» Goal of the exercise
Write the records below out again. Match them exactly.

» Provided data
________________________________________
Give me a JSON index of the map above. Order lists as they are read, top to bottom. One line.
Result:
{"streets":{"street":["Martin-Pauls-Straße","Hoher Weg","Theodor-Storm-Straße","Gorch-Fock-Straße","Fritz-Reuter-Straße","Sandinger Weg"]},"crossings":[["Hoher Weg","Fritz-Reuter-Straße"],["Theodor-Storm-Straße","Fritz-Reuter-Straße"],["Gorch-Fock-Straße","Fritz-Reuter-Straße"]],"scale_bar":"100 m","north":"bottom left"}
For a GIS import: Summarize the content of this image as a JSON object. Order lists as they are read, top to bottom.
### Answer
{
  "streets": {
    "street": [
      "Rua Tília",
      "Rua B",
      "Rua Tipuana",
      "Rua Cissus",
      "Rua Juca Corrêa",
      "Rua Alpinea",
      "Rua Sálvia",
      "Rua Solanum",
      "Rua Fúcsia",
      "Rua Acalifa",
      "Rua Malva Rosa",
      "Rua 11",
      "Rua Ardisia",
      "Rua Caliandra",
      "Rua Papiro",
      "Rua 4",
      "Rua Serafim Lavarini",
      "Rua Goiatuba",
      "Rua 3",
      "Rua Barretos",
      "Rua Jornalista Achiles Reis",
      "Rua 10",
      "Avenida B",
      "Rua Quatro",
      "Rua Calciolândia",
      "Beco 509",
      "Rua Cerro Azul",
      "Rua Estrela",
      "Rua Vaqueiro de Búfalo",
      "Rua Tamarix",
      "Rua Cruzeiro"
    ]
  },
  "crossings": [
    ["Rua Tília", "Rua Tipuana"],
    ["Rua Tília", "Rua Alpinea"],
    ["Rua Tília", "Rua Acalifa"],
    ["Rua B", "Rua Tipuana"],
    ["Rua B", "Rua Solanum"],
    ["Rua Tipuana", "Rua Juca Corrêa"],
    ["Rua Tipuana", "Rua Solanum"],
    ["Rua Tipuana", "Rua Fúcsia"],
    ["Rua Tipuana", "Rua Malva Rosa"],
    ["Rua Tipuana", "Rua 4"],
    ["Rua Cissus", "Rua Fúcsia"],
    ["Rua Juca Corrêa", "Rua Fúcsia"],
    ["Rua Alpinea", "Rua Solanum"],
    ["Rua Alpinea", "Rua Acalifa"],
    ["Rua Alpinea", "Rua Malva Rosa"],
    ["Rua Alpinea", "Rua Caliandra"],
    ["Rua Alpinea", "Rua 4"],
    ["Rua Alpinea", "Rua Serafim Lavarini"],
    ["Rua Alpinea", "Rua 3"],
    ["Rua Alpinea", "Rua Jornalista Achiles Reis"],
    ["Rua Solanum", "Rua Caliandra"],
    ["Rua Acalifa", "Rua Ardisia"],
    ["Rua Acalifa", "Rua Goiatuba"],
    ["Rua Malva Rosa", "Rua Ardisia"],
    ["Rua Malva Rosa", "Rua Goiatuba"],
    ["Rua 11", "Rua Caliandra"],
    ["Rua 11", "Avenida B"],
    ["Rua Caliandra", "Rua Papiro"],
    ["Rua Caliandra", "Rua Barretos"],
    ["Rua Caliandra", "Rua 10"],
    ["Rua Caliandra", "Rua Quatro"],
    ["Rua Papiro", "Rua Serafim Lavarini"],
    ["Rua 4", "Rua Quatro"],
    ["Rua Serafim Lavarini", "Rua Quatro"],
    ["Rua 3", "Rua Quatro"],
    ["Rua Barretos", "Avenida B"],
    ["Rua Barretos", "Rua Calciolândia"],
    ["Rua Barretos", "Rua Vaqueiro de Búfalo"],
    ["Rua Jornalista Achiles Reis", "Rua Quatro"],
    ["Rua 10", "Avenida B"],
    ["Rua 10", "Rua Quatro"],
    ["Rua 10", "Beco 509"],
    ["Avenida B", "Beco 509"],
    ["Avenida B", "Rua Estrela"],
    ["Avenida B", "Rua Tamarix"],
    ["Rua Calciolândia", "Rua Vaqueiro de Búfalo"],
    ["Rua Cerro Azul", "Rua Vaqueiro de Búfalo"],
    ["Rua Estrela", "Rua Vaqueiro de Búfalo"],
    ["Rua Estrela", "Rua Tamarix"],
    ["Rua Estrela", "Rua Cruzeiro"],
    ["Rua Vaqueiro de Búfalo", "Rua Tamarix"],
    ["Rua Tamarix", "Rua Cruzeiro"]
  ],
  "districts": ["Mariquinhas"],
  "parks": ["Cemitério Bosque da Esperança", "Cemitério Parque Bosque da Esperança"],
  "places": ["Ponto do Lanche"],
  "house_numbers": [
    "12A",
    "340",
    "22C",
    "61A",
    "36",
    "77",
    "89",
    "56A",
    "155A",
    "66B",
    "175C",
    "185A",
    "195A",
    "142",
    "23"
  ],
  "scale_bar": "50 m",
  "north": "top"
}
________________________________________
» Response for this exercise
Give me a JSON index of the map above. Order lists as they are read, top to bottom. One line.
Result:
{"streets":{"street":["Martin-Pauls-Straße","Hoher Weg","Theodor-Storm-Straße","Gorch-Fock-Straße","Fritz-Reuter-Straße","Sandinger Weg"]},"crossings":[["Hoher Weg","Fritz-Reuter-Straße"],["Theodor-Storm-Straße","Fritz-Reuter-Straße"],["Gorch-Fock-Straße","Fritz-Reuter-Straße"]],"scale_bar":"100 m","north":"bottom left"}
For a GIS import: Summarize the content of this image as a JSON object. Order lists as they are read, top to bottom.
### Answer
{
  "streets": {
    "street": [
      "Rua Tília",
      "Rua B",
      "Rua Tipuana",
      "Rua Cissus",
      "Rua Juca Corrêa",
      "Rua Alpinea",
      "Rua Sálvia",
      "Rua Solanum",
      "Rua Fúcsia",
      "Rua Acalifa",
      "Rua Malva Rosa",
      "Rua 11",
      "Rua Ardisia",
      "Rua Caliandra",
      "Rua Papiro",
      "Rua 4",
      "Rua Serafim Lavarini",
      "Rua Goiatuba",
      "Rua 3",
      "Rua Barretos",
      "Rua Jornalista Achiles Reis",
      "Rua 10",
      "Avenida B",
      "Rua Quatro",
      "Rua Calciolândia",
      "Beco 509",
      "Rua Cerro Azul",
      "Rua Estrela",
      "Rua Vaqueiro de Búfalo",
      "Rua Tamarix",
      "Rua Cruzeiro"
    ]
  },
  "crossings": [
    ["Rua Tília", "Rua Tipuana"],
    ["Rua Tília", "Rua Alpinea"],
    ["Rua Tília", "Rua Acalifa"],
    ["Rua B", "Rua Tipuana"],
    ["Rua B", "Rua Solanum"],
    ["Rua Tipuana", "Rua Juca Corrêa"],
    ["Rua Tipuana", "Rua Solanum"],
    ["Rua Tipuana", "Rua Fúcsia"],
    ["Rua Tipuana", "Rua Malva Rosa"],
    ["Rua Tipuana", "Rua 4"],
    ["Rua Cissus", "Rua Fúcsia"],
    ["Rua Juca Corrêa", "Rua Fúcsia"],
    ["Rua Alpinea", "Rua Solanum"],
    ["Rua Alpinea", "Rua Acalifa"],
    ["Rua Alpinea", "Rua Malva Rosa"],
    ["Rua Alpinea", "Rua Caliandra"],
    ["Rua Alpinea", "Rua 4"],
    ["Rua Alpinea", "Rua Serafim Lavarini"],
    ["Rua Alpinea", "Rua 3"],
    ["Rua Alpinea", "Rua Jornalista Achiles Reis"],
    ["Rua Solanum", "Rua Caliandra"],
    ["Rua Acalifa", "Rua Ardisia"],
    ["Rua Acalifa", "Rua Goiatuba"],
    ["Rua Malva Rosa", "Rua Ardisia"],
    ["Rua Malva Rosa", "Rua Goiatuba"],
    ["Rua 11", "Rua Caliandra"],
    ["Rua 11", "Avenida B"],
    ["Rua Caliandra", "Rua Papiro"],
    ["Rua Caliandra", "Rua Barretos"],
    ["Rua Caliandra", "Rua 10"],
    ["Rua Caliandra", "Rua Quatro"],
    ["Rua Papiro", "Rua Serafim Lavarini"],
    ["Rua 4", "Rua Quatro"],
    ["Rua Serafim Lavarini", "Rua Quatro"],
    ["Rua 3", "Rua Quatro"],
    ["Rua Barretos", "Avenida B"],
    ["Rua Barretos", "Rua Calciolândia"],
    ["Rua Barretos", "Rua Vaqueiro de Búfalo"],
    ["Rua Jornalista Achiles Reis", "Rua Quatro"],
    ["Rua 10", "Avenida B"],
    ["Rua 10", "Rua Quatro"],
    ["Rua 10", "Beco 509"],
    ["Avenida B", "Beco 509"],
    ["Avenida B", "Rua Estrela"],
    ["Avenida B", "Rua Tamarix"],
    ["Rua Calciolândia", "Rua Vaqueiro de Búfalo"],
    ["Rua Cerro Azul", "Rua Vaqueiro de Búfalo"],
    ["Rua Estrela", "Rua Vaqueiro de Búfalo"],
    ["Rua Estrela", "Rua Tamarix"],
    ["Rua Estrela", "Rua Cruzeiro"],
    ["Rua Vaqueiro de Búfalo", "Rua Tamarix"],
    ["Rua Tamarix", "Rua Cruzeiro"]
  ],
  "districts": ["Mariquinhas"],
  "parks": ["Cemitério Bosque da Esperança", "Cemitério Parque Bosque da Esperança"],
  "places": ["Ponto do Lanche"],
  "house_numbers": [
    "12A",
    "340",
    "22C",
    "61A",
    "36",
    "77",
    "89",
    "56A",
    "155A",
    "66B",
    "175C",
    "185A",
    "195A",
    "142",
    "23"
  ],
  "scale_bar": "50 m",
  "north": "top"
}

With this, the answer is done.